Test coverage achieved
within the first month with 500+ tests daily.
The Problem
50 filters and 50+ locations. Millions of possible scenarios, and no tool that could handle any of it.
Wander is a luxury travel product, the kind where a broken search result or a misfiring concierge message isn't just a bug, it's a ruined booking experience for someone planning a vacation. The quality bar is high, and the testing surface is enormous.
Search alone has more than 50 filters across 50+ locations. That's millions of possible filter combinations before you even get to the AI layer. Wander's search doesn't just match keywords, it understands natural language queries. "Beachfront homes in NYC," "properties in California with a hot tub," "somewhere quiet on the East Coast." Every query is different. Every result needs to make sense.
Then there's Ava, Wander's AI concierge, who handles bookings, answers questions, and guides users through the platform in natural conversation. Testing Ava means testing something that, by design, never gives exactly the same response twice.
Traditional tools weren't built for any of this. String-based assertions, checking whether a specific word or phrase appears in the output, completely break down when the output is generated by a language model. You can't write "verify the response contains 'beachfront'" when the response is different every time and the point is whether it makes sense, not whether it matches a pattern.
"Spur really allowed us to streamline the testing process and keep up with the pace of the product changes that we were shipping."
Manual testing was the only fallback, and at Wander's scale and pace, it was already failing. QA cycles were taking days. The team was shipping fast and hoping coverage would hold.
The Solution
Writing tests 10× faster, validating AI with AI and getting feedback in minutes.
Maxwell Iheagwara, Wander's Lead QA Engineer, had used Cypress before. He describes the difference plainly: writing Spur tests is more than 10× faster. The reason is specific, with Cypress, you still have to type exact string assertions for everything you want to validate. If a search should return results for "hotels," you have to type: check that the text reads "look for hotel." You can't automatically generate what Spur puts in there.
With Spur, you give a high-level instruction. "Search for a property somewhere in the US." Spur's agent navigates like a real user, generates a natural search query, "properties in California," "beachfront homes in New York," something different each run, and then validates whether the results actually make sense, not just whether they contain a specific string.
"Writing Spur tests is more than 10× faster than traditional automation with Cypress."
That non-determinism, the fact that every test run uses a different query, was what Maxwell called a killer feature. Because that's how real users search. Not with the same string every time.

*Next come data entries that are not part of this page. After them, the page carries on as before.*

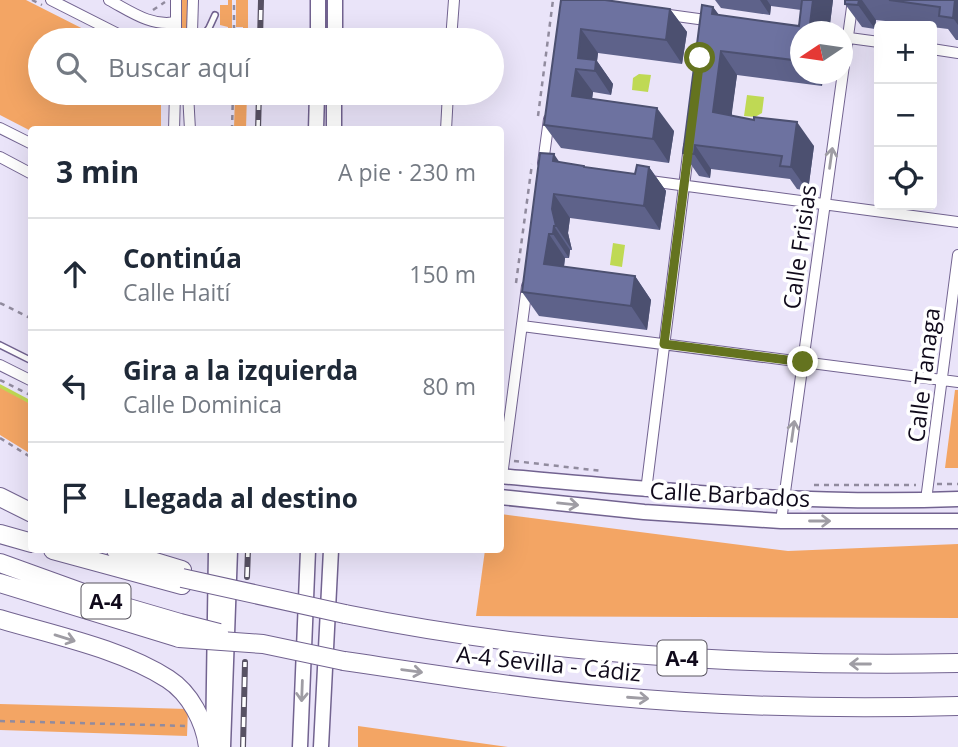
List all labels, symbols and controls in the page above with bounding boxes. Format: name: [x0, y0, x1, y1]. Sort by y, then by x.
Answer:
north arrow: [790, 21, 853, 84]
map controls: [874, 21, 937, 210]
button: +: [874, 21, 937, 84]
search box: [28, 28, 504, 105]
route start: [684, 42, 715, 73]
icon: search: [52, 48, 90, 86]
text: Buscar aquí: [108, 49, 250, 85]
button: −: [874, 84, 937, 147]
one-way arrow: [825, 147, 838, 169]
button: locate: [874, 147, 937, 210]
text: 3 min: [56, 151, 139, 192]
text: A pie · 230 m: [338, 156, 476, 188]
street label: Calle Frisias: [774, 183, 824, 311]
text: Continúa: [123, 240, 242, 276]
icon: ahead: [56, 255, 94, 293]
text: 150 m: [409, 258, 476, 290]
text: Calle Haití: [123, 276, 230, 308]
street label: Calle Tanaga: [899, 306, 947, 444]
route end: [787, 346, 818, 377]
text: Gira a la izquierda: [123, 352, 358, 388]
icon: left: [56, 367, 94, 405]
text: 80 m: [422, 370, 476, 402]
text: Calle Dominica: [123, 388, 282, 420]
one-way arrow: [787, 421, 800, 443]
street label: Calle Barbados: [649, 474, 811, 514]
icon: arrive: [56, 479, 94, 517]
text: Llegada al destino: [123, 480, 358, 516]
one-way arrow: [557, 498, 579, 511]
one-way arrow: [808, 514, 831, 528]
road number: A-4: [82, 584, 130, 618]
one-way arrow: [54, 633, 76, 646]
street label: A-4 Sevilla - Cádiz: [455, 637, 643, 689]
road number: A-4: [658, 640, 706, 676]
one-way arrow: [849, 657, 872, 671]
one-way arrow: [400, 665, 423, 678]
one-way arrow: [295, 679, 308, 702]
one-way arrow: [626, 692, 649, 705]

For validating AI outputs, Spur uses sentiment analysis rather than string matching, understanding whether a response is correct, helpful, and on-brand, rather than just checking whether it contains a specific word. That made testing Ava possible in a way that no traditional tool could achieve.
Within the first week, Maxwell wrote over 150 tests. Within the first month, Wander had 80%+ coverage and 500+ tests running daily. QA cycles dropped from days to minutes.
The Bug
Ava was flagging legitimate travel queries as spam. Every user asking about booking was being blocked.
This is the critical bug Spur caught and it's the kind that only an intelligent testing tool could find. Wander's AI concierge Ava was incorrectly classifying genuine booking inquiries as spam. Users asking natural questions about accommodations were being silently blocked from completing their bookings.
There was no string to check. No specific error message to look for. The only way to catch this was to simulate real conversations, the kind a real traveller might have, and evaluate whether Ava's responses made sense. That's exactly what Spur did.

Without Spur, this bug would have reached production. Guests would have hit a wall mid-booking, seen no explanation, and likely gone elsewhere. For a luxury travel product, that's not just a UX problem, it's a revenue problem.
The Results
20× release velocity, $750K in QA spend avoided and one engineer who can now do a teams job.
Nathan describes it simply: Spur allowed them to iterate and ship with confidence. 20× faster by release count, because the bottleneck was QA, and QA is now largely automated.
Maxwell, as the lone QA engineer on the team, effectively became a team of 50+ by deploying Spur's agents across search, booking, and AI interaction flows. 500+ tests running daily. Issues caught before they reach production and feedback in minutes.
"Spur has significantly improved Wander's testing capabilities. It has allowed us to iterate and ship so much faster with confidence."
The financial framing is also striking: $750K in avoided QA spend, and $10M+ in revenue-at-risk bugs caught before production. For a luxury travel platform where a single broken booking flow during peak season is expensive, that second number matters.

20x
Increase in release velocity

$750K
Annual QA spend avoided

80%+
Test coverage achieved within the first month



Key Insights
Wander's product generates different outputs every time, AI search results, AI concierge conversations, natural language interactions that no two users experience the same way. Traditional testing tools weren't built for that. Spur was. One engineer, 500+ tests daily, and the confidence to ship 20× faster, because the QA finally matched the product.